From Reed and others (1992) [1] : "The volcano, located some 175 km southwest of Anchorage, lies in the 94-km-long interval between Redoubt and Spurr volcanoes. * * * The Double Glacier Volcano is exposed as a 2.3-km-long, northwest-trending oval-shaped nunatak surrounded by the Double Glacier. The highest part of the 1.67 km square nunatak is about 430 m above the glacier surface. Although glacial erratics have not been found on the top of the nunatak, it seems likely that the nunatak was covered by ice during one or more of the major glacial events of the Cook Inlet region as described by Schmoll and Yehle (1986) [2] .
"Nearby outcrops of basement rock apparently limit the maximum diameter of the volcano to about 3.5 km. A rough estimate of the original volume of volcanic rocks, assuming a cylindrical shape with a diameter of 2.3-3.5 km and a height of 500 m above the present ice surface, is 2-4.8 cubic km. The volume of a cone of the same dimensions would be about 07.-1.6 cubic km. These volumes suggest that DGV is small in comparison to most other Quaternary volcanoes in the Cook Inlet segment which have volumes that range from 15 to 50 cubic km [3] ."
“Available K-Ar ages indicate that DGV [Double Glacier Volcano] was active 600-900 ka.”

Name Origin

"Double Glacier volcano" is an informal name applied to the volcano near Double Glacier. The glacier's name was a local name reported by the U.S. Geological Survey in 1958, and so-called because the glacier is divided into two lobes.


References Cited

[1] Double Glacier Volcano, a "new" Quaternary volcano in the eastern Aleutian volcanic arc, 1992

Reed, B. L., Lanphere, M. A., and Miller, T. P., 1992, Double Glacier Volcano, a "new" Quaternary volcano in the eastern Aleutian volcanic arc: Bulletin of Volcanology, v. 54, n. 8, p. 631-637.

[2] Pleistocene glaciation of the upper Cook Inlet basin, 1986

Schmoll, H.R., and Yehle, L.A., 1986, Pleistocene glaciation of the upper Cook Inlet basin in Glaciation, in Hamilton, T.D, Reed, K.M., and Thorson, R.M., eds., Alaska: The Geologic Record, p. 193-218.
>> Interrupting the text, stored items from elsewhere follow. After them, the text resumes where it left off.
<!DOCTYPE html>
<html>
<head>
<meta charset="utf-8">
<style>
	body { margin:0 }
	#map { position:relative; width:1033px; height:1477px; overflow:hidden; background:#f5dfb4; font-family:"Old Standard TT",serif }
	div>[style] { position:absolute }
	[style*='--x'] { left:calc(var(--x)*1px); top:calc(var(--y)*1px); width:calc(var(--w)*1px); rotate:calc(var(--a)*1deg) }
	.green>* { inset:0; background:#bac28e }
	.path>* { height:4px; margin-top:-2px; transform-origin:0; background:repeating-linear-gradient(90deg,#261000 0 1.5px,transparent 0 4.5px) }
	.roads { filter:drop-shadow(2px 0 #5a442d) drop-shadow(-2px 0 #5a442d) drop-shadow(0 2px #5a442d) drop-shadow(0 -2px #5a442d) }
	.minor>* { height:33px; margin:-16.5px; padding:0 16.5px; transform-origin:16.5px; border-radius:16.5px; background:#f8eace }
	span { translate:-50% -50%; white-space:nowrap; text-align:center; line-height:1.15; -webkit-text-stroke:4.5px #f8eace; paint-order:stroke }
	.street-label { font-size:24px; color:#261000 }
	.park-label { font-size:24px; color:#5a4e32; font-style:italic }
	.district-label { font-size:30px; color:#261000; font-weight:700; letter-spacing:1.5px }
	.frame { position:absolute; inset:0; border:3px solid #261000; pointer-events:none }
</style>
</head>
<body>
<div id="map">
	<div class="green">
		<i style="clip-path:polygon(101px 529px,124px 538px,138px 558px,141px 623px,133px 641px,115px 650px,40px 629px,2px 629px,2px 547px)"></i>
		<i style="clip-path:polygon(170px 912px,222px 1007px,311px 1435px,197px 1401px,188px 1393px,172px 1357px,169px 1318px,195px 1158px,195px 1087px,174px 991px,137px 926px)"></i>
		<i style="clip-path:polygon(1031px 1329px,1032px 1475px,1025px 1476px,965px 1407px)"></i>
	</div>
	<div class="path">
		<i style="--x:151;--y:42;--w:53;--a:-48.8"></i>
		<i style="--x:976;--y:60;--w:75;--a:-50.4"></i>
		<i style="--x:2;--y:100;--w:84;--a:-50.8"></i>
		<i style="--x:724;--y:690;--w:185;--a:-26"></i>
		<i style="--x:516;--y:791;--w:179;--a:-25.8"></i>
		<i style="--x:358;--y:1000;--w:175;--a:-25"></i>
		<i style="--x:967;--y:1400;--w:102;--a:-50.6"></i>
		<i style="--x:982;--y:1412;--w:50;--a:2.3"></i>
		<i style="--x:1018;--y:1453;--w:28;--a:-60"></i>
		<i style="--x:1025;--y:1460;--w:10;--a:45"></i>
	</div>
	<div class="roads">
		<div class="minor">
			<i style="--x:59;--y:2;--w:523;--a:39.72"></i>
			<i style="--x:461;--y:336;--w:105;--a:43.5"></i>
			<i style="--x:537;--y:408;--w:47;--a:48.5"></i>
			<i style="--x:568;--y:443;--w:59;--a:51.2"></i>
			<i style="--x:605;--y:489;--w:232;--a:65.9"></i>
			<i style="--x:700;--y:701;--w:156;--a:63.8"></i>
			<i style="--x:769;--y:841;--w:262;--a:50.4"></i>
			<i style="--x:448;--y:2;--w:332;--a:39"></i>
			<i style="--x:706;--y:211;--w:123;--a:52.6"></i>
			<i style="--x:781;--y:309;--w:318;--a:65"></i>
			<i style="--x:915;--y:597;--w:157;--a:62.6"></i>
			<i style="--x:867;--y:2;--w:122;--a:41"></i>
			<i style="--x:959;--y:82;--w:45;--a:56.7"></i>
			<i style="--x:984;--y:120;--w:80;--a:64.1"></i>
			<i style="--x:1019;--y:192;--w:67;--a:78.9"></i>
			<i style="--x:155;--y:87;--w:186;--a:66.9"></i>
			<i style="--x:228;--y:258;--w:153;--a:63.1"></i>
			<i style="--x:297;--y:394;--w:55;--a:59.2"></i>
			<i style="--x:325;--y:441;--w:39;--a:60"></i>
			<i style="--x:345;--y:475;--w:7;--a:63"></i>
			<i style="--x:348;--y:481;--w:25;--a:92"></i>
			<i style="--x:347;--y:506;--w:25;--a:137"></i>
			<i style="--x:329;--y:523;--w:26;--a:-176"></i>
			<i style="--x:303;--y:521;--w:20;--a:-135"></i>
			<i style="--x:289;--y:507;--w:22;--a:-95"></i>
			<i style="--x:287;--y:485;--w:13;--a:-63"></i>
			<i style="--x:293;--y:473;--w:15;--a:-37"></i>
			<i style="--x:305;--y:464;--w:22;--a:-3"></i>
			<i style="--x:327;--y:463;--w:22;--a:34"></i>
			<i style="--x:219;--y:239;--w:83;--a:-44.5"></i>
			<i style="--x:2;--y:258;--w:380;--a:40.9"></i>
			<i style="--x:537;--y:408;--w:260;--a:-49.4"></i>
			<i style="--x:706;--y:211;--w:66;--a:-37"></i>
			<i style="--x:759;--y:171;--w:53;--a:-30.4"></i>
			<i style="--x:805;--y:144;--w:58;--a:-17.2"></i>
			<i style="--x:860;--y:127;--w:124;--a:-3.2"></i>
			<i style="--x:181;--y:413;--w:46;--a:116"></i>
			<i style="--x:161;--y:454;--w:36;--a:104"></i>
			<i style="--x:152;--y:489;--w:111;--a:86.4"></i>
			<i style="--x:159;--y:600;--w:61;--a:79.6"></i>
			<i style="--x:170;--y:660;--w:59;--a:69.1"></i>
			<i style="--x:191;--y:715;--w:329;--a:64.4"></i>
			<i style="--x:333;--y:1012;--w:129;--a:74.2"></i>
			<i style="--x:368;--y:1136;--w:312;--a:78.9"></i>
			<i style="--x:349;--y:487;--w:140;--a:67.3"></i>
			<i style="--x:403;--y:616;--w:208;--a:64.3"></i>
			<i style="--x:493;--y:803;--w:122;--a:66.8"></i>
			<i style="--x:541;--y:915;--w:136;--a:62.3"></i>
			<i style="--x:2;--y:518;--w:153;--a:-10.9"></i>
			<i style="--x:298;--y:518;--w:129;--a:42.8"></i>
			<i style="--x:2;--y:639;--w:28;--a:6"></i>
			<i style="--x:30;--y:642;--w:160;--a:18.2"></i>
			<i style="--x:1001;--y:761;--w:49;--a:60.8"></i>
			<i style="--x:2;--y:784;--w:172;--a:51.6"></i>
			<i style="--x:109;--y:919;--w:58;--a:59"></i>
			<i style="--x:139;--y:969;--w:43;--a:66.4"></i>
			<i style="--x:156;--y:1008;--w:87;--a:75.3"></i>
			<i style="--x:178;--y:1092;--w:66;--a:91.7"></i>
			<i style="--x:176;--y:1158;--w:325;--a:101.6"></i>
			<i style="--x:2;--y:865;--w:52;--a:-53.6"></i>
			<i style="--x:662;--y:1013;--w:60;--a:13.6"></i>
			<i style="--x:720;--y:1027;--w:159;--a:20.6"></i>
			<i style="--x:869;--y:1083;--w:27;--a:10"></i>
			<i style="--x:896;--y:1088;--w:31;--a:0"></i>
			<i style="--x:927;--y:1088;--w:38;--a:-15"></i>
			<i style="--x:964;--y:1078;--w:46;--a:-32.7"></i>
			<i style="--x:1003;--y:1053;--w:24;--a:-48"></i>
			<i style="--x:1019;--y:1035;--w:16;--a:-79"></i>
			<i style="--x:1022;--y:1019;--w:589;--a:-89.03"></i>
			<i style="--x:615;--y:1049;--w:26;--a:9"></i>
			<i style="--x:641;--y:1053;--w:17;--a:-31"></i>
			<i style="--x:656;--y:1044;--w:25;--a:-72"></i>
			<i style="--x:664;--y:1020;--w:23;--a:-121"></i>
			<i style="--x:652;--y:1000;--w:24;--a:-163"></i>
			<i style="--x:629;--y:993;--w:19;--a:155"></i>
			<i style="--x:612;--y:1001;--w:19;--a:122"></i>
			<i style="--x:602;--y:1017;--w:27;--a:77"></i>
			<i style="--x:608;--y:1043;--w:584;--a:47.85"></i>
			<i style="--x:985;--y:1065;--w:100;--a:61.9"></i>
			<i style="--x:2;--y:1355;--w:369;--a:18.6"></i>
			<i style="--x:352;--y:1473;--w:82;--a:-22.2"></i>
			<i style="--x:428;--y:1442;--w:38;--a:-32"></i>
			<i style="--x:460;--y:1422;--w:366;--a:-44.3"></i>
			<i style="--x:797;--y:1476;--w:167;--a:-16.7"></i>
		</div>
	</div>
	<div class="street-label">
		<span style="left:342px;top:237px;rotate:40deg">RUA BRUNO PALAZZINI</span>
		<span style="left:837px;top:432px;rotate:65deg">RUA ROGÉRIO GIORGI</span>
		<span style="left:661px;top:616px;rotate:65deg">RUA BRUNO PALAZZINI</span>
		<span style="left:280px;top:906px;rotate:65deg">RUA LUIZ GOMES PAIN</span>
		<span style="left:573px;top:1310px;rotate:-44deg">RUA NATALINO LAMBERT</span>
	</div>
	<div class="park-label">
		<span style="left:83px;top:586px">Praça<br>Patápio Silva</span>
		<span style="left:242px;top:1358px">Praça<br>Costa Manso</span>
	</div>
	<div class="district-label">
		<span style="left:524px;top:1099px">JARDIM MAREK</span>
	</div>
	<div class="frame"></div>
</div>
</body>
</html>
[3] Quaternary volcanism in the Alaska Peninsula and Wrangell Mountains, Alaska, 1994

Miller, T. P., and Richter, D. H., 1994, Quaternary volcanism in the Alaska Peninsula and Wrangell Mountains, Alaska: in Plafker, George, Jones, D. L., and Berg, H. C., (eds.), The Geology of Alaska, Geological Society of America The Geology of North America series v. G-1, p. 759-779.